Il existe des lois qui restent enfermées dans les codes. Et puis il y a celles qui, un jour, viennent frapper à la porte de notre vie. La loi relative à l’aide à mourir, désormais promulguée et publiée au Journal officiel, est de celles-là. (LOI n° 2026-794 du 18 août 2026 relative au droit à l'aide à mourir).

En qualité de juriste, je pourrais commencer par les textes. Expliquer l’évolution du droit français de la fin de vie, les conditions posées par le législateur, les garanties destinées à protéger la volonté du malade. Je pourrais m’en tenir à cette analyse, nécessaire et rassurante par sa rigueur.

Mais cette loi, je ne peux pas la lire seulement avec mes yeux de juriste.

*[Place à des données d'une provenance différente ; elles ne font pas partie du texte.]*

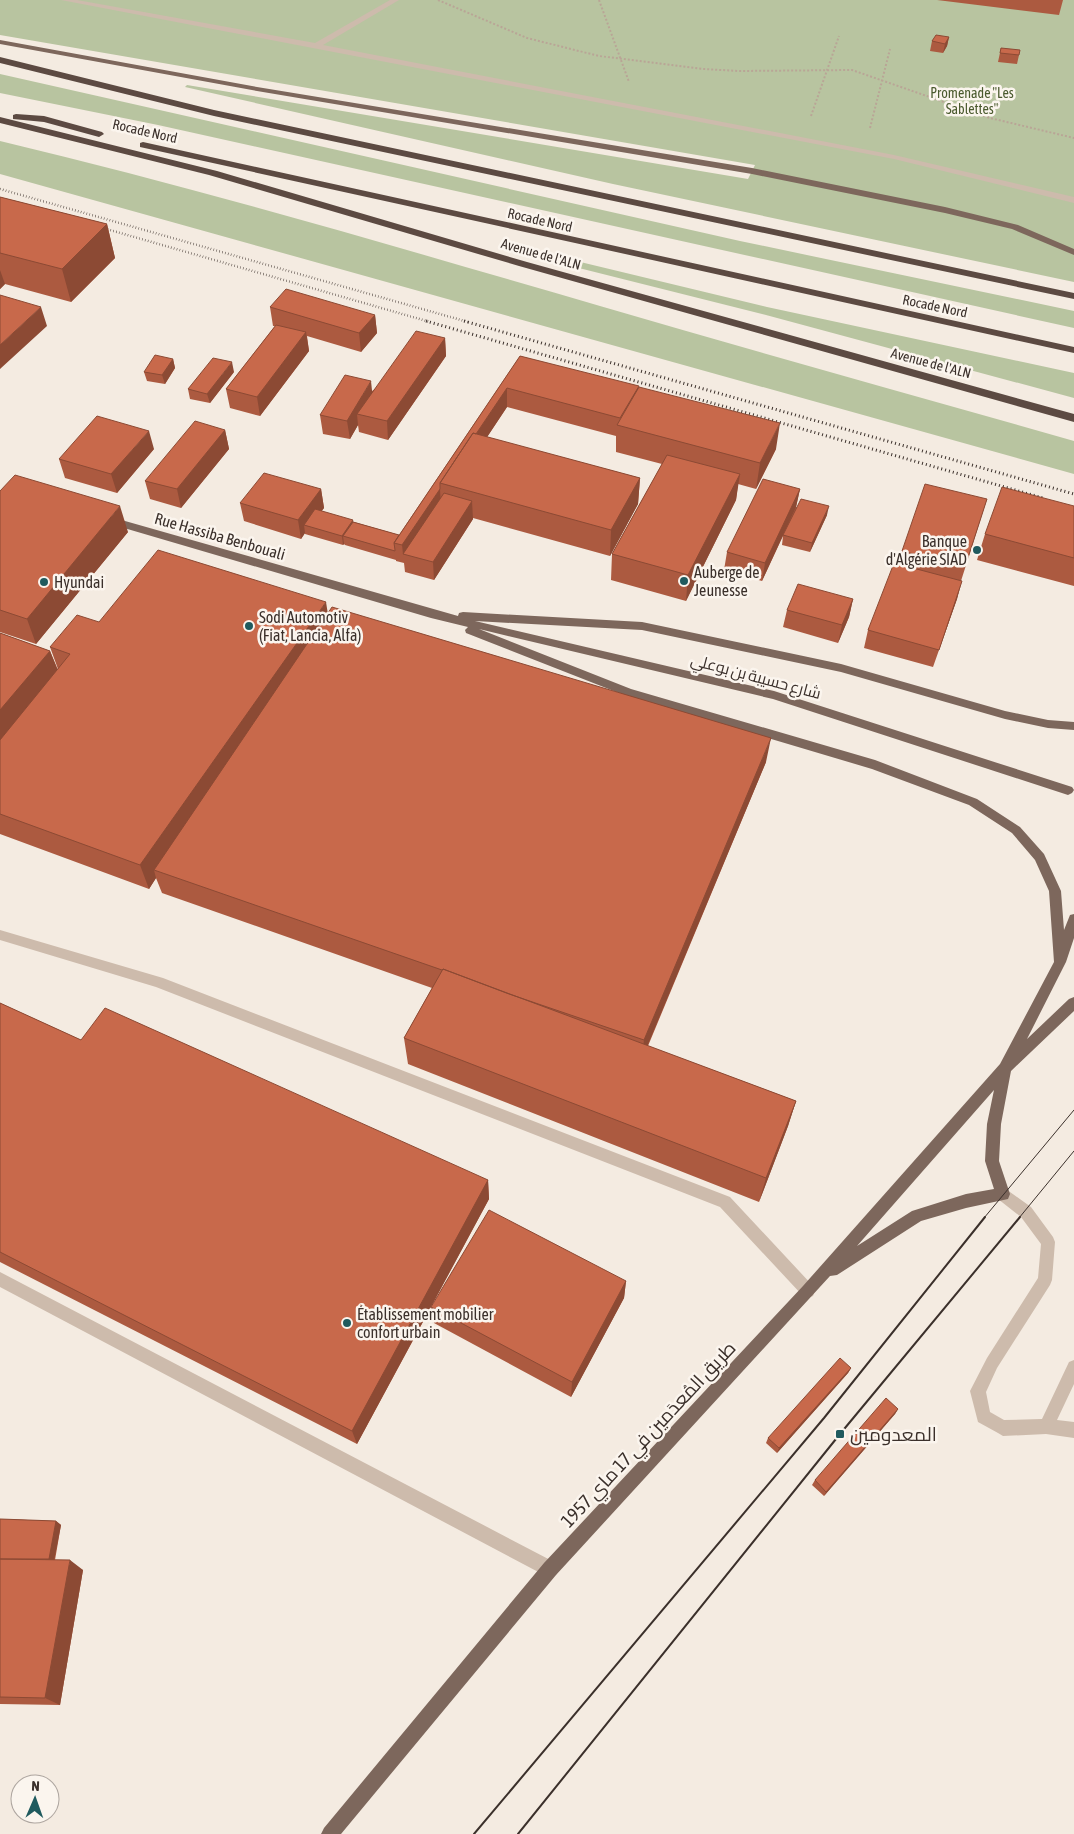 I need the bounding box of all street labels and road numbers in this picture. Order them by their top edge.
street label: Rocade Nord [111,116,179,146]
street label: Rocade Nord [506,205,574,235]
street label: Avenue de l'ALN [499,235,583,273]
street label: Rocade Nord [901,291,969,321]
street label: Avenue de l'ALN [889,345,973,381]
street label: Rue Hassiba Benbouali [153,509,287,563]
street label: شارع حسيبة بن بوعلي [688,650,823,707]
street label: طريق المُعدَمين في 17 ماي 1957 [556,1337,743,1534]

Parce que j’ai accompagné jusqu’à la mort l’homme avec lequel j’ai partagé trente années de ma vie.

Il s’appelait Jean-François.

Et depuis que le droit français a choisi de franchir cette nouvelle étape, une question me revient : Le droit peut-il organiser la fin de la vie sans jamais pouvoir mesurer la force de l’amour ?

D’une loi à l’autre, le droit a progressivement approché la mort

Le droit français de la fin de vie ne s’est pas construit en un jour.

Pendant longtemps, la question essentielle fut celle de l’acharnement thérapeutique : jusqu’où la médecine doit-elle aller lorsqu’elle ne peut plus guérir ?

La loi Leonetti du 22 avril 2005 a apporté une première réponse fondamentale en consacrant le refus de ce que le droit appelle désormais l’obstination déraisonnable.

Maintenir la vie à tout prix n’est pas nécessairement soigner. Untraitement devenu inutile, disproportionné ou n’ayant d’autre effet que le seul maintien artificiel de la vie peut être interrompu ou ne pas être entrepris.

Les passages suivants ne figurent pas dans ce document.